3 de abril 2003 - 00:00

ALCA y Unión Europea, a 2007

A pesar de que la guerra de Medio Oriente ocupa un lugar casi excluyente en cumbres como la que se realizó en Buenos Aires, en el CARI los expertos internacionales discutieron cuestiones comerciales y económicas que rozan más directamente a la región en lo inmediato. Una primera conclusión a la que se llegó de manera casi unánime es que las tres negociaciones internacionales que se realizan en materia de comercio, tal vez se demoren hasta 2007 para una conclusión. Tanto la «Ronda de Doha» de la OMC (con final previsto en 2004), las tratativas entre la Unión Europea y el Mercosur como entre los países del continente por el ALCA (con final agendado para 2005) deberán ajustar sus calendarios a una marcha más lenta.
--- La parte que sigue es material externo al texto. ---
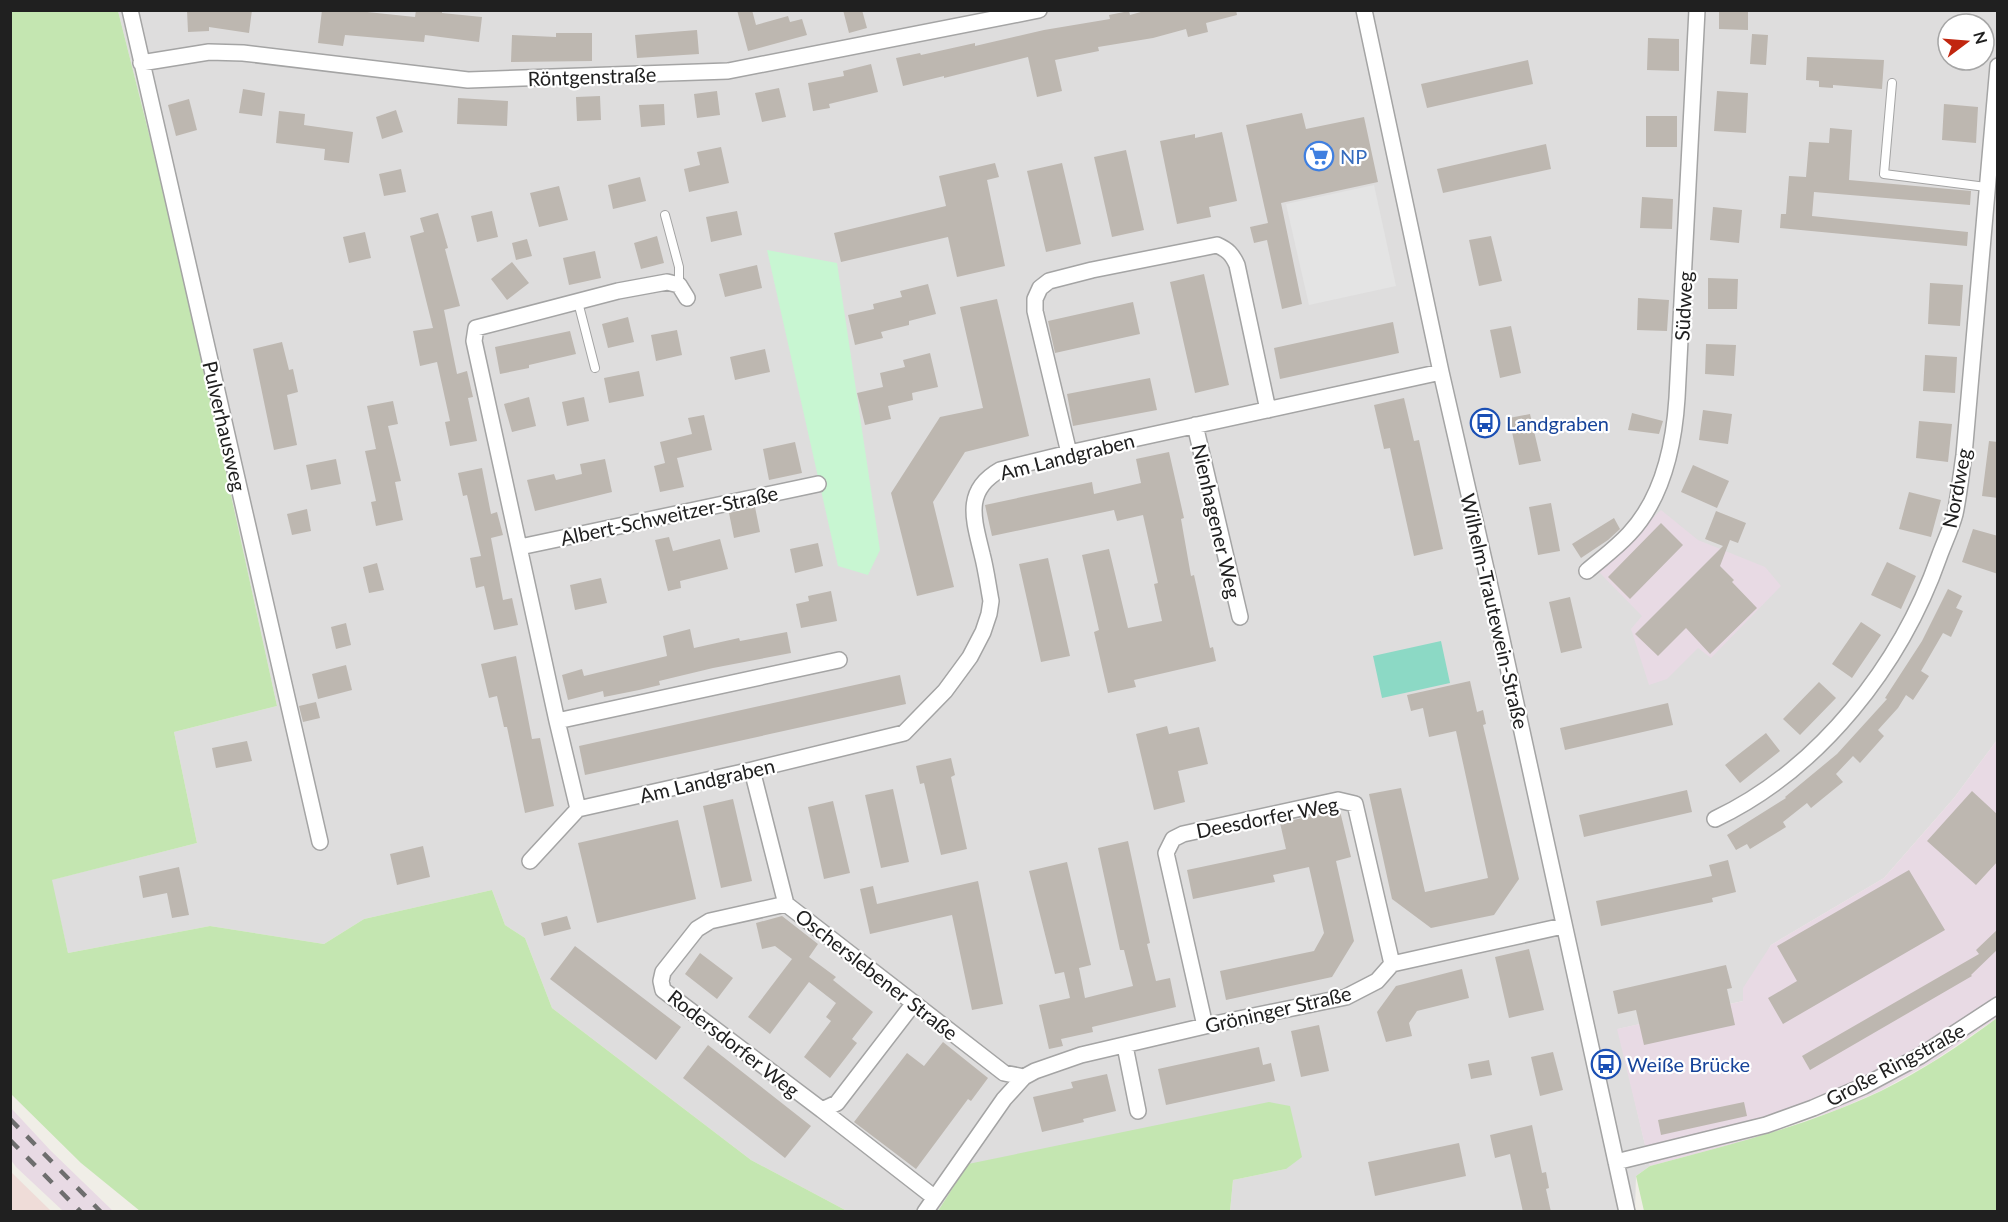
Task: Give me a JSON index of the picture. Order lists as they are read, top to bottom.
{
  "streets": {
    "street": [
      "Röntgenstraße",
      "Südweg",
      "Pulverhausweg",
      "Am Landgraben",
      "Nordweg",
      "Albert-Schweitzer-Straße",
      "Nienhagener Weg",
      "Wilhelm-Trautewein-Straße",
      "Deesdorfer Weg",
      "Oscherslebener Straße",
      "Gröninger Straße",
      "Rodersdorfer Weg",
      "Große Ringstraße"
    ]
  },
  "crossings": [
    ["Röntgenstraße", "Pulverhausweg"],
    ["Am Landgraben", "Nienhagener Weg"],
    ["Am Landgraben", "Wilhelm-Trautewein-Straße"],
    ["Am Landgraben", "Oscherslebener Straße"],
    ["Wilhelm-Trautewein-Straße", "Große Ringstraße"],
    ["Deesdorfer Weg", "Gröninger Straße"],
    ["Oscherslebener Straße", "Gröninger Straße"],
    ["Oscherslebener Straße", "Rodersdorfer Weg"]
  ],
  "places": {
    "supermarket": ["NP"],
    "bus stop": ["Landgraben", "Weiße Brücke"]
  },
  "north": "right"
}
Otra previsión de estos expertos, que conocen muy bien el funcionamiento y criterio de las burocracias de sus países en materia de política comercial, fue que si no se incluye la eliminación de subsidios, de los precios sostén y de las políticas de restricción paraarancelarias en el comercio agrícola no habrá acuerdo alguno para concluir las negociaciones actuales. Si bien los Estados Unidos apoyan la impugnación sudamericana a los subsidios europeos, Carla Hills aconsejó que los países latinoamericanos deberían cerrar tratados parciales sobre otras materias y apostar a que finalmente habrá una flexibilización en el proteccionismo agrícola. Pero no logró convencer a brasileños, argentinos y, sobre todo, mexicanos. La discusión llegó a un nivel de fervor que obligó a uno de los representantes de México a distender el ambiente con un chiste: «Un francés llega a su casa y encuentra a su esposa con un amante. ¿Qué hace? Mata al amante. Un italiano encuentra a su mujer con un amante. ¿Qué hace? Mata a su mujer. Finalmente, un mexicano encuentra a su esposa con un amante. ¿Cómo reacciona? Mata a un norteamericano».
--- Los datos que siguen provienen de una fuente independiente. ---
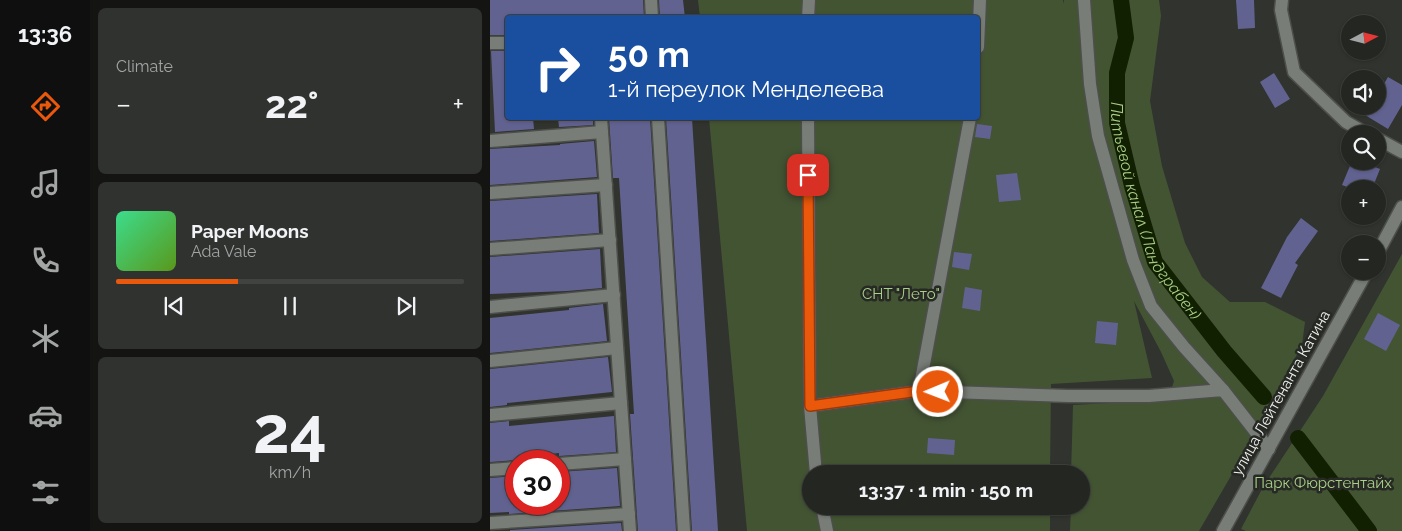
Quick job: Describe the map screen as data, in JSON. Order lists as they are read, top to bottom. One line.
{"streets":{"street":["улица Лейтенанта Катина"]},"water":["Питьевой канал (Ландграбен)"],"parks":["СНТ \"Лето\"","Парк Фюрстентайх"],"north":"right","page":{"tabs":"13:36","tile":["Climate",["24","km/h"]],"map_buttons":["+","−"],"turn":["50 m","1-й переулок Менделеева"],"heat":["−","22°","+"],"song":["Paper Moons","Ada Vale"],"limit":"30","trip":"13:37 · 1 min · 150 m"}}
Sobre la perspectiva global de la macroeconomía en el CARI se expresaron algunas preocupaciones sobre el déficit de los Estados Unidos. De los u$s 220.000 millones de deuda con que Bill Clinton dejó el gobierno se pasó ahora a u$s 300.000 millones, sin contar la ampliación presupuestaria de u$s 75.000 millones reclamada por George W. Bush al Congreso. Este cuadro hace presumir una suba en la tasa de largo plazo con un efecto deflacionario.